I went into labor that night and gave birth that night at about 2:30 in the morning after three and a half hours labor that was virtually pain-free and what I would call perfection. Intense and powerful, but perfection nonetheless. I was 42 weeks and 3 days when I delivered and he was 9 lbs 15 oz of absolute perfection. I called the doctor’s office the next day to tell the ultrasound tech how big he was and that I did it! His birth story and video montage make me cry every time I watch it. He is just so amazing to me.

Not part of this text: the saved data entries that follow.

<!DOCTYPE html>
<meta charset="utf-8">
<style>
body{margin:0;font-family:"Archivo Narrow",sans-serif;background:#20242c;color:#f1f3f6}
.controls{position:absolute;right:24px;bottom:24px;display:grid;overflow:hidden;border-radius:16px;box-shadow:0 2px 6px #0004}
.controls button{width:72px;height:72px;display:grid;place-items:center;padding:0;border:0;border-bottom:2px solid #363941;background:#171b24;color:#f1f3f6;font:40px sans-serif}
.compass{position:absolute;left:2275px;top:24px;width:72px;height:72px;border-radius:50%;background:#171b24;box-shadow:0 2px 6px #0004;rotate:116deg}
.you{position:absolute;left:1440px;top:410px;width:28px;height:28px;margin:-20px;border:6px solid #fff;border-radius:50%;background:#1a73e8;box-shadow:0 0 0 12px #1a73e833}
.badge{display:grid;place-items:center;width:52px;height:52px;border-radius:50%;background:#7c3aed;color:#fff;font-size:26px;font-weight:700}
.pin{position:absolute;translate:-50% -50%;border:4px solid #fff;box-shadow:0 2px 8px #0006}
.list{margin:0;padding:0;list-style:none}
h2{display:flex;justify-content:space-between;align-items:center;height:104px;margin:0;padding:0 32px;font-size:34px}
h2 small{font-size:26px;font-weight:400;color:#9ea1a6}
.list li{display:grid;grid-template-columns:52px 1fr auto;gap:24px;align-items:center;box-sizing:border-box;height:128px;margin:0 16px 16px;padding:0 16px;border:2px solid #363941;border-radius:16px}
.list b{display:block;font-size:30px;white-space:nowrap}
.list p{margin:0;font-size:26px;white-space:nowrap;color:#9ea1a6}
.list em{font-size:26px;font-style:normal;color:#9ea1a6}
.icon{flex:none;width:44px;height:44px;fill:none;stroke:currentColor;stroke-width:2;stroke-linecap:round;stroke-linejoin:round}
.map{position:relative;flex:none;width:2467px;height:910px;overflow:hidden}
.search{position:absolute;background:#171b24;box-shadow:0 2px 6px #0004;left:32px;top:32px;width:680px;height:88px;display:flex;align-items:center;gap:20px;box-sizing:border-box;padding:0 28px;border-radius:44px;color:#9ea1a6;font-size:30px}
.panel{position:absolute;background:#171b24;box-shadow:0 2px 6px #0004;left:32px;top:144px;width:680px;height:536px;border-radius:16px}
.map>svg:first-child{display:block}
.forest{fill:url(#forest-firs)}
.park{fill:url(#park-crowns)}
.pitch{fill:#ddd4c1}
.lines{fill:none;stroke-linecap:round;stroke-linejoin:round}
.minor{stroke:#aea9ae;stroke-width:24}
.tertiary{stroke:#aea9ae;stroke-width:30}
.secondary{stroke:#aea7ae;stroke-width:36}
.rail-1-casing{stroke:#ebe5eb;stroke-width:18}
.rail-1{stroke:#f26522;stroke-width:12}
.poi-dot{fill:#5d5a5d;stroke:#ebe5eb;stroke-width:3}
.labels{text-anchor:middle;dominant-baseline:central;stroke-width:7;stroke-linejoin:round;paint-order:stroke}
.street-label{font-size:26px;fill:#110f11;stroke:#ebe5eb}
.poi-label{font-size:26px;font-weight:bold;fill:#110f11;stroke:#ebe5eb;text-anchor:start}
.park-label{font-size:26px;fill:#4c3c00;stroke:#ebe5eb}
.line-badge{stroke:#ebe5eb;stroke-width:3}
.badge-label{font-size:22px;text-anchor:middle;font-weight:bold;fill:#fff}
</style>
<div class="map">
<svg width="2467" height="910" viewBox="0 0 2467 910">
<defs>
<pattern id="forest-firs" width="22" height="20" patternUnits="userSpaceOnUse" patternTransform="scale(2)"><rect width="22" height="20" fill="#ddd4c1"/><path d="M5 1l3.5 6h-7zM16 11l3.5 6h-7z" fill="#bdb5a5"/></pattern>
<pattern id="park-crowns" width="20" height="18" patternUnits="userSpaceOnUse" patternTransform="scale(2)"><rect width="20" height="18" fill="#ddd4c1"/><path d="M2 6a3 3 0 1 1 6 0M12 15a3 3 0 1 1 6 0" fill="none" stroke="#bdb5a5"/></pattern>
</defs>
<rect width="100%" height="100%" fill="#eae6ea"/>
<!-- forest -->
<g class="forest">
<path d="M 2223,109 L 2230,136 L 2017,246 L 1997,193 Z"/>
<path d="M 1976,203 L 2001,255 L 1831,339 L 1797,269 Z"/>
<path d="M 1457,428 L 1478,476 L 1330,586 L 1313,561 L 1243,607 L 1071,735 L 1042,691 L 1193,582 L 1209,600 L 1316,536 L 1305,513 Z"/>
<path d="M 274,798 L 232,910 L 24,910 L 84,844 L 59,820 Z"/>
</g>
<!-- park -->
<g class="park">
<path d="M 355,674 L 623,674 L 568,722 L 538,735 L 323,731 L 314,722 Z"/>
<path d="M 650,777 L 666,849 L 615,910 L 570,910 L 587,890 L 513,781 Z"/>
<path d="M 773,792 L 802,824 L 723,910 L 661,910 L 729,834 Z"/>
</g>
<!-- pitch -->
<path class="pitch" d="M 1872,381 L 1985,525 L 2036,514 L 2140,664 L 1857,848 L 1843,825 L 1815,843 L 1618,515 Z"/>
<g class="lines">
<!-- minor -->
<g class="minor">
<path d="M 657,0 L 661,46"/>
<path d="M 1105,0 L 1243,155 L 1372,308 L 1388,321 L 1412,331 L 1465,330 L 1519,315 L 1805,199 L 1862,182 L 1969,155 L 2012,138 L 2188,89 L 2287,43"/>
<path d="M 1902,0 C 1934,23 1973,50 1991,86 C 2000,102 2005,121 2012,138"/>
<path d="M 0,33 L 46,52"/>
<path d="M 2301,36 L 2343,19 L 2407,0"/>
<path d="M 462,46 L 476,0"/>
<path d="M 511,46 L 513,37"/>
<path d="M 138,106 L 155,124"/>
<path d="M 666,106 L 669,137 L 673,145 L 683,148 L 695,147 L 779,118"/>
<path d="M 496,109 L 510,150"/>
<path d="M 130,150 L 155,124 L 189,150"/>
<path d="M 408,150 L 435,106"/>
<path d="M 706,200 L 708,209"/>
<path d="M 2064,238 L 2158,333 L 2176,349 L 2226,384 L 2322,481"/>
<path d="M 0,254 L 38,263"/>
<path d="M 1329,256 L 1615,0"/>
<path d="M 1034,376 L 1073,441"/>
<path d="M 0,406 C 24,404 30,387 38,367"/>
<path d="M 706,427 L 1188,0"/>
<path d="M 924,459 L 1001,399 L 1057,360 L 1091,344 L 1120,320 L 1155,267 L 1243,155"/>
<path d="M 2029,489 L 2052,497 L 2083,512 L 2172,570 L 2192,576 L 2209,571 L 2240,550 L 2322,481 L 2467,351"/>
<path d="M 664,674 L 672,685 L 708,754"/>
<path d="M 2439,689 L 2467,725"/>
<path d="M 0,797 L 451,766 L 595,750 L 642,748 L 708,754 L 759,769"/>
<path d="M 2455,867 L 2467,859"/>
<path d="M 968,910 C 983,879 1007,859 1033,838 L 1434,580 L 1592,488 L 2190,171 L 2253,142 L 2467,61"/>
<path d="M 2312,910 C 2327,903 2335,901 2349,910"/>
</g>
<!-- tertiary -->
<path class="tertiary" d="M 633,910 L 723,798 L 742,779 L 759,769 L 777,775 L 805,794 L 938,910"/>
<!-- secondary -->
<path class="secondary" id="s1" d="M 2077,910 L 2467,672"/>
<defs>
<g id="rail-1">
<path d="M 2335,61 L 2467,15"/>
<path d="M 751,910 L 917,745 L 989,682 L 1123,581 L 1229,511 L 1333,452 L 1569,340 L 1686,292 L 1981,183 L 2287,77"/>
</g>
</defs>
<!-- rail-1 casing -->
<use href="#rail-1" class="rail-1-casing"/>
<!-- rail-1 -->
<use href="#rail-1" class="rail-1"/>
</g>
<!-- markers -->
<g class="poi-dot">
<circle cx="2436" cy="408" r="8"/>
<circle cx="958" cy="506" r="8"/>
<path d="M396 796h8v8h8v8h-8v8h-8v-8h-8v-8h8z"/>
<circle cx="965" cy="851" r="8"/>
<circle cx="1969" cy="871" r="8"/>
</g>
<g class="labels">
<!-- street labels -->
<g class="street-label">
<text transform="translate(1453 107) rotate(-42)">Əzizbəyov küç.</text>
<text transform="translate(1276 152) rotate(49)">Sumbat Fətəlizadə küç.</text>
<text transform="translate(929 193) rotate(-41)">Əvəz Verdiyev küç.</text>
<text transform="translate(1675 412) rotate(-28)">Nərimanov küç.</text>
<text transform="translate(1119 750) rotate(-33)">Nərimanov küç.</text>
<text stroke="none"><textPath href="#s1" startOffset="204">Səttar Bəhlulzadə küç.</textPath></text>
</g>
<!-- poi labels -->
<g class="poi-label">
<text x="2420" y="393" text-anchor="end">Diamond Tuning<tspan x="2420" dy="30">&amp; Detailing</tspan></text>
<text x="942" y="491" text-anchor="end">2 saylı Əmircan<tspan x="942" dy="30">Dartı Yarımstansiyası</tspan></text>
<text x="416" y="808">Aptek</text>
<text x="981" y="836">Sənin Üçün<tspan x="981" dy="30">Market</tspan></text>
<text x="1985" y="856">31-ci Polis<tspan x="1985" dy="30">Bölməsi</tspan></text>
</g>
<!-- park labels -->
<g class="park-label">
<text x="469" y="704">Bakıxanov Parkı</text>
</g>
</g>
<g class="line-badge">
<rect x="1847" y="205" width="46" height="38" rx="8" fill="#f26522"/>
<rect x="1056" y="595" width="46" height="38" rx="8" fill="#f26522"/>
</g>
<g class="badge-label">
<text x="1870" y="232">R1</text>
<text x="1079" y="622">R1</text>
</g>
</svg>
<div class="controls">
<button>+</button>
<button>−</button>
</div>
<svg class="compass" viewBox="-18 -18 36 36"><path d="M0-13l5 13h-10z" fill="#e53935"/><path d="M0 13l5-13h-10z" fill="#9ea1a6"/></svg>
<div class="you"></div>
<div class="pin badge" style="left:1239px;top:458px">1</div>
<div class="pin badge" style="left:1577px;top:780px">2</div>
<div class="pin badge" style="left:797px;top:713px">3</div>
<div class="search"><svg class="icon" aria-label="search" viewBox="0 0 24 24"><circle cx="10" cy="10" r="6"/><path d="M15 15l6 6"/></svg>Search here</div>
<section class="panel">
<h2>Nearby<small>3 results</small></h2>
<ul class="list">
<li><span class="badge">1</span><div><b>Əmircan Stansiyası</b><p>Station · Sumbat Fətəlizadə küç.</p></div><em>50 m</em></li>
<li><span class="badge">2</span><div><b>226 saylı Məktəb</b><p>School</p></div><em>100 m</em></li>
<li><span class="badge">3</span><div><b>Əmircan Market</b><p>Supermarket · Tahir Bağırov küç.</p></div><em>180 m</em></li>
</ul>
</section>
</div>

But my journey of Cholestasis didn’t end with that one pregnancy. It is very common and expected to repeat with subsequent pregnancies and I was pregnant again just 8 months after giving birth. I was, of course, highly concerned that the itching would crop up again and I would have to go through the entire process all over again. Just because it worked out one time doesn’t mean that this next time it wouldn’t have been more severe of a case.

301 days preg

301 days pregnant, or 43 weeks pregnant Jan 2012

So I started taking the milk thistle right from the first trimester. Then in the third trimester I jumped the dose and also added the dandelion leaf, both in capsule form this time. I was taking about 4-6 capsules spread out over the day, every day, in the first trimester and then about 12 per day in the third. And like before, I was highly consistent with my dosing and had a wonderful midwife again that was a hospital based CNM that monitored my progress and condition. At the different times we checked my liver levels I was normal and never was diagnosed with Cholestasis with that pregnancy. I have high-risk pregnancies due to the Cholestasis, but there is very little that is a direct risk to the labor and birth process from it, especially with my levels being in the normal range both times. This time I even went to 43 weeks at 4 days and had him at home, unassisted. His birth story is so tender to me and I’m so glad I wrote it up right away.

Please note: Do NOT attempt to self-treat or diagnosis this condition. As I said earlier, it can be very serious and may not be obvious how serious it is until it is too late. I am not one to motivate by fear, in fact I do all I can to not do anything out of fear, but I want to be very clear that this is a serious medical condition and requires care by a physician or qualified midwife to handle it. I also don’t monitor this blog much currently so I am not responding to comments hardly at all but leave this up for hopes it’ll still help.

I plan to always watch things with every pregnancy I have in the future as well but have also been trying to love and support my liver in between pregnancies. I also have come to know that Cholestasis is a condition that highly involves the gallbladder and ties in with this post of a gallbladder attack I had just last year.

What has YOUR experience been with Cholestasis? I would love to hear about it!